There’s always the challenge in gallery education of not being able to make a mess in galleries…no paint, scissors, glue etc is allowed for obvious reasons. It’s basically pencil and paper. Rachael’s paintings are full of gesture, dribbling paint, mixed media etc so it’s tricky to find a way of emulating her approach in the gallery.  I reckon the plan I’ve got here is about enjoying the pictures and taking as gestural approach as possible in the gallery by working biggish with pencil. The work produced can be taken home and painted on, cut up, glued on and messed about with, where large scale gestural painting is surely a must for everyone’s Summer holiday.

Materials: ready cut A2 ish pieces of patterned wallpaper,  plain paper, big dark pencils, various objects to draw round.
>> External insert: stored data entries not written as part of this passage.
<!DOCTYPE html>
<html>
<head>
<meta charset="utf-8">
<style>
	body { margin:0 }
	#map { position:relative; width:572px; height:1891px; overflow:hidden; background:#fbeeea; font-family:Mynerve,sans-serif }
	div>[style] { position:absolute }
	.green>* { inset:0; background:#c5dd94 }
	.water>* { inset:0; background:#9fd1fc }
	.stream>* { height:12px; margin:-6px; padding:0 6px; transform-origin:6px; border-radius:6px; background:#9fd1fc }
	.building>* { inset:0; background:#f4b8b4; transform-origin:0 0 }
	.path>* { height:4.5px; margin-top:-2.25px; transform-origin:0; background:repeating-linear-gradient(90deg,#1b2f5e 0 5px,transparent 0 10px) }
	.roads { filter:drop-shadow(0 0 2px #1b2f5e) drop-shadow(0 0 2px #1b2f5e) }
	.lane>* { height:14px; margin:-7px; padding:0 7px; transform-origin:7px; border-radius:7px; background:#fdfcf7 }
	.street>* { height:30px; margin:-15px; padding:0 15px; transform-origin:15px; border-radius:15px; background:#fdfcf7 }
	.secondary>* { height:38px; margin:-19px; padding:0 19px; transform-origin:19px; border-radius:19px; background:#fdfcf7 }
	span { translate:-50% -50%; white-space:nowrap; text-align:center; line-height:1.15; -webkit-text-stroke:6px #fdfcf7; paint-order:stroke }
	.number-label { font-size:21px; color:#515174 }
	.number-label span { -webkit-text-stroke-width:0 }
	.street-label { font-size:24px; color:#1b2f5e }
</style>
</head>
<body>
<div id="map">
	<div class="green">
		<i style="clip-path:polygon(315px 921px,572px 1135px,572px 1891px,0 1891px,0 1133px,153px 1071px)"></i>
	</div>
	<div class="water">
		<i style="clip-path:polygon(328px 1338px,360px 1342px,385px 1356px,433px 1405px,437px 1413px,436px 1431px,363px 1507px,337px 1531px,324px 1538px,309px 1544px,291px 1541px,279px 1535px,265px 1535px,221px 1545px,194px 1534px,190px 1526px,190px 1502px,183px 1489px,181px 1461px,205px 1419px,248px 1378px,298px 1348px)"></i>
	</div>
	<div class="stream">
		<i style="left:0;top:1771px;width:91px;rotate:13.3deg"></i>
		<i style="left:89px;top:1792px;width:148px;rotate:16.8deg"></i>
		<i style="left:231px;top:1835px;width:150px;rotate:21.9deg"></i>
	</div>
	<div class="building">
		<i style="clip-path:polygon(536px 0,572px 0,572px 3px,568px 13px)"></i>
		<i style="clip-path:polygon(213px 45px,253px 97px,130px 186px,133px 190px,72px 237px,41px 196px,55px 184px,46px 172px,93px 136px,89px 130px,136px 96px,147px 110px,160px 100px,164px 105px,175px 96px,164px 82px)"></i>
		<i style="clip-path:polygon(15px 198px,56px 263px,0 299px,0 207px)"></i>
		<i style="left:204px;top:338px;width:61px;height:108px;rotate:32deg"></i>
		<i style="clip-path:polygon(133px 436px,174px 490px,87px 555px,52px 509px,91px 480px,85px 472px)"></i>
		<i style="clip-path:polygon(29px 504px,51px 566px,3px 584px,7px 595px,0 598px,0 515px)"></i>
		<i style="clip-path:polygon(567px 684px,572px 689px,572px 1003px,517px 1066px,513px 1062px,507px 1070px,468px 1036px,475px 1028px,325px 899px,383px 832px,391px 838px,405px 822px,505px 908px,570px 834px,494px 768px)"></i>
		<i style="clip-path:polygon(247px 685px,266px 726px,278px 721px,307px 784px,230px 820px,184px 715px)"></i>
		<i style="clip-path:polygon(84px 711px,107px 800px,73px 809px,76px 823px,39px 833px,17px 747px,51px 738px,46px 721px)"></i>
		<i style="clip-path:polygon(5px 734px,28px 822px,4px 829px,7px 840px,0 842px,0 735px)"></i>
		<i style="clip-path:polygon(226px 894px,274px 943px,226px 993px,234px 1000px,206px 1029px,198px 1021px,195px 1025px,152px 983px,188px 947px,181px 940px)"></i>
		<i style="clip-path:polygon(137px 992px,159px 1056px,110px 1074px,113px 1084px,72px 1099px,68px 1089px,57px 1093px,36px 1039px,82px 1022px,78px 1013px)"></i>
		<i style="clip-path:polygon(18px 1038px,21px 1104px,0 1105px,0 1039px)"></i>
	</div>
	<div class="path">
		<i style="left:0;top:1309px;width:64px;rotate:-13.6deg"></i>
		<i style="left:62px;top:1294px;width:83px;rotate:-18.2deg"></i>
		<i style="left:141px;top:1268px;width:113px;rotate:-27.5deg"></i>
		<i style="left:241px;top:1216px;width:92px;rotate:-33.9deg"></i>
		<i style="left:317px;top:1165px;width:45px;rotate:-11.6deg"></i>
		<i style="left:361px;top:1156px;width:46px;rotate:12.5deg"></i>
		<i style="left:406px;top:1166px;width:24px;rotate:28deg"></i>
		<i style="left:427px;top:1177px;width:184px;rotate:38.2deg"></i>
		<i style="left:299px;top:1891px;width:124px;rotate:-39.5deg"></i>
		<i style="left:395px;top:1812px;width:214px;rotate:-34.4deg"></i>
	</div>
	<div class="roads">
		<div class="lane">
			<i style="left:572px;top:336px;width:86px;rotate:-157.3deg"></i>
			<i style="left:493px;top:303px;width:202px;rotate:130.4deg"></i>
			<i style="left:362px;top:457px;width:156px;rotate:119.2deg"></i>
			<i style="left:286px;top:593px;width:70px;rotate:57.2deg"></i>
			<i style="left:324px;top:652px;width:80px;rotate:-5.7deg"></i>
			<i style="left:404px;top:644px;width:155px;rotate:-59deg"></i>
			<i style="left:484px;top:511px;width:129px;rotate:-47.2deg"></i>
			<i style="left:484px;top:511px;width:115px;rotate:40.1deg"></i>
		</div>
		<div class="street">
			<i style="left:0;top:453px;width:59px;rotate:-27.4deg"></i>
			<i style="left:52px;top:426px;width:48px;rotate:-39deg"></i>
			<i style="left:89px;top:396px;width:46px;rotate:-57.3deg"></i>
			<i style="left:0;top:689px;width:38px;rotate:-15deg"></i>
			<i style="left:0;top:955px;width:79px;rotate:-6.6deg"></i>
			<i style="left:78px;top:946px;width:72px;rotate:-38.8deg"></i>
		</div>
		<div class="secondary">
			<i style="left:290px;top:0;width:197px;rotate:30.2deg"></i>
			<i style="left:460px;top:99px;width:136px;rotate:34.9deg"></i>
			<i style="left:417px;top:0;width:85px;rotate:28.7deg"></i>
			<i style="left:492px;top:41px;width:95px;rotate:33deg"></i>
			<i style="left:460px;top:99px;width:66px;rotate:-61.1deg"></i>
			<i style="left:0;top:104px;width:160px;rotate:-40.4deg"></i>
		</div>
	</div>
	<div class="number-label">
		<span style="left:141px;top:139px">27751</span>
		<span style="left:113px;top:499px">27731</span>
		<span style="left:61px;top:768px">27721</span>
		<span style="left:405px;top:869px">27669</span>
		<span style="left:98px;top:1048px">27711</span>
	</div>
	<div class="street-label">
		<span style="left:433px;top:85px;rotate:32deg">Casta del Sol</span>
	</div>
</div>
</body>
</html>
  1. Choose a picture. Look at it for a while, let it work its magic on you
  2. Have an open chat about the picture…whatever any one thinks is of course fine, there’s no wrong answer, the experience of paintings like these is very subjective
  3. make a collection of words that come out of this chat. Jot them down. I’ll do this with the group and get people to share the words together
  4. Use visual ingredients in Rachael’s work to make  images that use the words as a starting point. The designs might  include the actual words. They might illustrate the words quite directly or use them in an abstract/ ironic/ surprising way. You might use just one, two or several of the words. The image could include any visual elements in Rachael’s work, perhaps: start with a horizon line, vertical and horizontal repeated lines that could vary distort and degrade, drawing on top of the wall paper, drawing on the plain paper, using repeated patterns by drawing round the objects, along with more spontaneous gestural marks. I think the use of the words give it a bit of an anchor and starting point but you might choose not to.
  5. People can make as many or as few images as they like and work on more than one at the same time. Some images will work beautifully in a couple of minutes, others will take the whole session. Some will be very layered others will have just a few marks.  The idea is to enjoy experimenting intuitively with the language of marks, pattern and space and how these elements can be used to communicate.The children will be encouraged to make judgements about the moment the image ‘works’. A totally subjective decision!